Animais

Cientista defende que os animais também pensam

NOVA YORK – O Dr. Donald Griffin esteve no zoológico do Central Park observando ursos polares que esfregavam seus narizes em uma pedra sintética recheada com um creme de amendoim. “Eles gostaram muito do creme”, nota Griffin, enquanto olha para Gus, que pesa 400 quilos, tentando enfiar seu nariz em um suculento buraco da pedra.

Para algum desavisado a cena poderia parecer somente mais um dos tantos episódios de alimentação de animais no zoológico, mas ao exercício com a pedra e o lanche no Central Park cabe o nome bem mais honroso de “aperfeiçoamento animal”, e é destinado a estimular a mente dos ursos, assim como seus apetites. Trata-se de um conceito por cuja criação os ursos deveriam agradecer, em grande parte, a Griffin, que está com 85 anos de idade.

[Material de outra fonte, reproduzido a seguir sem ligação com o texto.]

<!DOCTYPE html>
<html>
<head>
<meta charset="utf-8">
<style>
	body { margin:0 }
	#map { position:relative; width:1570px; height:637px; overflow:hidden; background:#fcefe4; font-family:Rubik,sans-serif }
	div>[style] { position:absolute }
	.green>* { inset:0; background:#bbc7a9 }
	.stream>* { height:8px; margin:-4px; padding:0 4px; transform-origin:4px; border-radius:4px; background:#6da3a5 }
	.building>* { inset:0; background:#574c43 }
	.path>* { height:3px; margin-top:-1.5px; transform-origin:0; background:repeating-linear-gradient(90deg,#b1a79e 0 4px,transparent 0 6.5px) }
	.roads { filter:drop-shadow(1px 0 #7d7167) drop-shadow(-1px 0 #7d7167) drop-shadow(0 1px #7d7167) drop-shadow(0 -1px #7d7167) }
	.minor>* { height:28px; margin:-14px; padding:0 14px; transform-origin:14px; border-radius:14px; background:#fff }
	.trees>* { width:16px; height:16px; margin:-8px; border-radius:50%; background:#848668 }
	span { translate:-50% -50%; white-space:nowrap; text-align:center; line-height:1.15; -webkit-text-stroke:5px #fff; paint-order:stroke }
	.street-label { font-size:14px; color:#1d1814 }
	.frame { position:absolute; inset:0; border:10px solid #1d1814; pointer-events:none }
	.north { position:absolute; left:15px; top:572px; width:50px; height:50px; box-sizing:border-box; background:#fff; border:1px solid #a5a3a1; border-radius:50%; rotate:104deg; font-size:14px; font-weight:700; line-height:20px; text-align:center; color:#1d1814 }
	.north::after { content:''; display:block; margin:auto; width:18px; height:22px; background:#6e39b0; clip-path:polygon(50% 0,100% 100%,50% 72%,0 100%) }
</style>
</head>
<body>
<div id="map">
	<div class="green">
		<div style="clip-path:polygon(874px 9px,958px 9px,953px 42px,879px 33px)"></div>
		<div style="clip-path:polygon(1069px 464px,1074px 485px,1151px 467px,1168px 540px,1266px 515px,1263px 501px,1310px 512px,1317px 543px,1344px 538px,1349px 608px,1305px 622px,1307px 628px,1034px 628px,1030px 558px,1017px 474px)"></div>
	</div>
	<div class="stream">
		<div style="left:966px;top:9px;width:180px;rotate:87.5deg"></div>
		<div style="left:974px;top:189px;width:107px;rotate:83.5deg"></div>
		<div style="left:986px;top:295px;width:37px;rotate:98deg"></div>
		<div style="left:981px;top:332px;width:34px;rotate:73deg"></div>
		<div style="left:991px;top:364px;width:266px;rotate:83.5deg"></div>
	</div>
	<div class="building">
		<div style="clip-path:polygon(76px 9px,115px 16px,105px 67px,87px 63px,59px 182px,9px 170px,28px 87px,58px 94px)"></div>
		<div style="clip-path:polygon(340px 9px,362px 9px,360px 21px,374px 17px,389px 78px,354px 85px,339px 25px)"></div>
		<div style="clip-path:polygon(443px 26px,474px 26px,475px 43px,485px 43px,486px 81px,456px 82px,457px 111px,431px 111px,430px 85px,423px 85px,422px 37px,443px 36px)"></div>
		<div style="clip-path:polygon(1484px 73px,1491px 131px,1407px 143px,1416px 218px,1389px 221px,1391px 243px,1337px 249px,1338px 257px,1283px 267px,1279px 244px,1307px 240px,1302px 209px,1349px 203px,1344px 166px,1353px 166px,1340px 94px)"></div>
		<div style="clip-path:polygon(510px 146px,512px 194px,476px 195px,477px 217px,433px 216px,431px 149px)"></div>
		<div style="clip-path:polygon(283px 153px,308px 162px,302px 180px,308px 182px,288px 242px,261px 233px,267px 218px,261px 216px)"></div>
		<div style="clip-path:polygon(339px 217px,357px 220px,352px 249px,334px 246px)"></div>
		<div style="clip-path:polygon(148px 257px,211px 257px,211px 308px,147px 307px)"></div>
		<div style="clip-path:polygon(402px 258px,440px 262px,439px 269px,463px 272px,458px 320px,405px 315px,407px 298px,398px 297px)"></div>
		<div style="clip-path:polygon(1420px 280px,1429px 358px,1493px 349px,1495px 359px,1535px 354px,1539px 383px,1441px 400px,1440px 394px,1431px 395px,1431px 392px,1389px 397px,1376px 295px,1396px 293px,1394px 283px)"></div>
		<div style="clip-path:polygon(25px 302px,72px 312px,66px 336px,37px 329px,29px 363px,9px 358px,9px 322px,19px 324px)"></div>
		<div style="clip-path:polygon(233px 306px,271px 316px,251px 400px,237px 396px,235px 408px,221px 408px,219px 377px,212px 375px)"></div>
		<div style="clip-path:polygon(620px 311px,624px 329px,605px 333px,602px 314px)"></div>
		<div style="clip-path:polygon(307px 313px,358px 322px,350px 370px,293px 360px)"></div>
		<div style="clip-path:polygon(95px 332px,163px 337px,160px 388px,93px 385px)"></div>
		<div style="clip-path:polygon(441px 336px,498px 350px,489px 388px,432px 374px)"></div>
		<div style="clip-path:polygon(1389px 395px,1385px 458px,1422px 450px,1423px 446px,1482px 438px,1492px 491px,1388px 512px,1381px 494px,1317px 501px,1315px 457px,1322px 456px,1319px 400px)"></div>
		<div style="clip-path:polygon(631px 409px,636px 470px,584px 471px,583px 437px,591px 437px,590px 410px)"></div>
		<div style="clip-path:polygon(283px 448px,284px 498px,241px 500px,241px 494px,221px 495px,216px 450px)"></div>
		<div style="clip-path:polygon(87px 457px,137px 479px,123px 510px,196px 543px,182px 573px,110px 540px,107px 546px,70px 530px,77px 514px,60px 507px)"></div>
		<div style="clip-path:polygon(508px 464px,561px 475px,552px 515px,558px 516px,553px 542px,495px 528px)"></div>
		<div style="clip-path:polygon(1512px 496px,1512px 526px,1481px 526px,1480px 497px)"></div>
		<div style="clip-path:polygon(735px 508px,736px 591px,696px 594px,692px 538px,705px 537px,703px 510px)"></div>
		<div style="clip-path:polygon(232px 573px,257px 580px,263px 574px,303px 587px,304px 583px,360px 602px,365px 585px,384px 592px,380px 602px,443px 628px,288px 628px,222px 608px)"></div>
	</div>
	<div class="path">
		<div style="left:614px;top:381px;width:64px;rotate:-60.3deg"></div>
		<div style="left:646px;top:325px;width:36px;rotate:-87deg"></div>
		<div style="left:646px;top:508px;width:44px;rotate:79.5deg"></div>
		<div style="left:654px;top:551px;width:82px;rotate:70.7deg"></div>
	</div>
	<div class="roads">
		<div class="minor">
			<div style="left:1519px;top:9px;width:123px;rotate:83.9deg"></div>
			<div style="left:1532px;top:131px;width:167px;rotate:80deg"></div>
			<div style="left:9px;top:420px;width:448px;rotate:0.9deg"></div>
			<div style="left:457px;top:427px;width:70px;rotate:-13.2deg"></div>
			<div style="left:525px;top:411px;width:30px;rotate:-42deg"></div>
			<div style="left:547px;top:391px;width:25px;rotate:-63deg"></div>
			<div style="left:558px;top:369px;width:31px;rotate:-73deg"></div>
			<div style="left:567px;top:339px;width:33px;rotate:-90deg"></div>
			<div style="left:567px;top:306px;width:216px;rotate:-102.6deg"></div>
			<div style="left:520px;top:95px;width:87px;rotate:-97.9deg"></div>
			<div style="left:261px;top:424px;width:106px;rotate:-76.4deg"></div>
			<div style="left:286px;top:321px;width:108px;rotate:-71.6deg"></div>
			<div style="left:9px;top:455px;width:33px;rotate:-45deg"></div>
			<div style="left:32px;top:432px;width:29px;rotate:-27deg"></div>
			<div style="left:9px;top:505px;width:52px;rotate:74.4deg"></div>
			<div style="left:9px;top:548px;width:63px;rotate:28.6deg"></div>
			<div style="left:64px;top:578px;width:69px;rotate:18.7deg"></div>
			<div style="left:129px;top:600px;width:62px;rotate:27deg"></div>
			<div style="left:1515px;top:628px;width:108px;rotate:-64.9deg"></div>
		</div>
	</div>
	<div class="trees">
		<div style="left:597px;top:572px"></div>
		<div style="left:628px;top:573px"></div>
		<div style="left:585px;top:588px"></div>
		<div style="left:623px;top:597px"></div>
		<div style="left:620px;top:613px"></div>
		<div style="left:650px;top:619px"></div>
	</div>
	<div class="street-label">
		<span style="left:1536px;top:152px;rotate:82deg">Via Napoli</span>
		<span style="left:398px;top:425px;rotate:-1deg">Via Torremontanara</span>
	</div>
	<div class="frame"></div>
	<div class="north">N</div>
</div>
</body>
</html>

Há vinte e cinco anos, ele publicou um pequeno livro que sugeria que os humanos não contavam com o monopólio dos pensamentos e dos sentimentos. Os animais, ele argumentava, provavelmente também os possuíam.
Os cientistas ficaram horrorizados. De acordo com a teoria behaviorista dominante naquela época, os animais eram pouco mais que “autômatos capazes de responder a estímulos”, robôs que possuíam um sistema nervoso central.

A idéia de que uma formiga ou um elefante pudesse ter pensamentos, representações, experiências ou crenças não era somente risível: era sediciosa. Após Griffin ter publicado um segundo breve estudo a respeito da consciência animal na década de 1980, um behaviorista classificou o trabalho como “‘Os versos satânicos’ do comportamento animal”.

Não fosse pelo fato de que ele ocupava uma posição respeitável na Universidade Rockfeller e uma reputação internacional, Griffin talvez viesse a perder seu emprego. (Quando era estudante de graduação em Harvard, na década de 1940, ele contribuiu para resolver um mistério: de que maneira os morcegos voavam no escuro, e cunhou o termo ecolocação para descrever o fenômeno).

“Ele insistia para que as pessoas examinassem a consciência animal numa época em que ela era considerada antropomórfica e etérea”, afirmou Sarah Blaffer Hardy, uma professora emérita de antropologia da Universidade da Califórnia em Davis. “Qualquer outro teria sido execrado”.

Porém o campo batizado por Griffin como etologia cognitiva ao final acabou vingando. Somente na última década surgiu uma avalanche de novos dados que parecem ter feito com que a maré virasse a seu favor. No Arizona um papagaio africano chamado Alex é capaz de identificar cores e formas tão bem quanto qualquer criança de uma pré-escola. Na Georgia um macaco bonobo chamado Kanzi dialoga com seu treinador pelo teclado de um computador e assiste filmes de Tarzan na televisão.

Pesquisadores do Instituto de Tecnologia de Massachusetts (MIT) apresentaram um estudo que sugere que os ratos sonham. Programas de aperfeiçoamento animal que apresentam jogos de raciocínio sob o disfarce de brinquedos ou brincadeiras tornaram-se uma parte da vida diária dos zoológicos. E nesta primavera, a editora da Universidade de Chicago publicará uma edição atualizada do livro lançado por Griffin em 1992, “Mentes animais”.
Mas Griffin, um homem alto, magro e elegante e que possui uma predileção especial por gravatas com temas do mundo animal, é modesto demais para dizer que estes avanços são uma conquista sua. “Aquilo que sabemos ainda é muito pouco”, ele diz. “Os cientistas, e eu me incluo entre eles, passaram a ser muito cautelosos. Os primeiros trabalhos a respeito da gestualidade e das expressões faciais dos primatas foram terrivelmente mal interpretados”.

Na verdade, as recentes descobertas parecem somente ter incendiado o debate a respeito da consciência animal que já vinha sendo travado entre filósofos, psicólogos e outros cientistas. Pois se se verificar que os animais podem pensar, então a idéia de que a consciência é um atributo único dos humanos – um dos postulados básicos do ocidente desde Descartes – torna-se insustentável.

Gus, Alex e Kanzi certamente não são autômatos cartesianos, mas qual o seu grau de consciência? Eles vivenciam a dor, o desejo e outras sensações da mesma forma que os humanos? (Os filósofos definem isto como a consciência fenomênica). Eles são capazes de refletir a respeito de suas experiências? (Os filósofos definem isto como auto-consciência). Eles possuem crenças? E quanto a lembrar do passado? Será que os vermes possuem alguma forma de consciência? E as salamandras? Será que é possível estudar a vida interior de uma animal?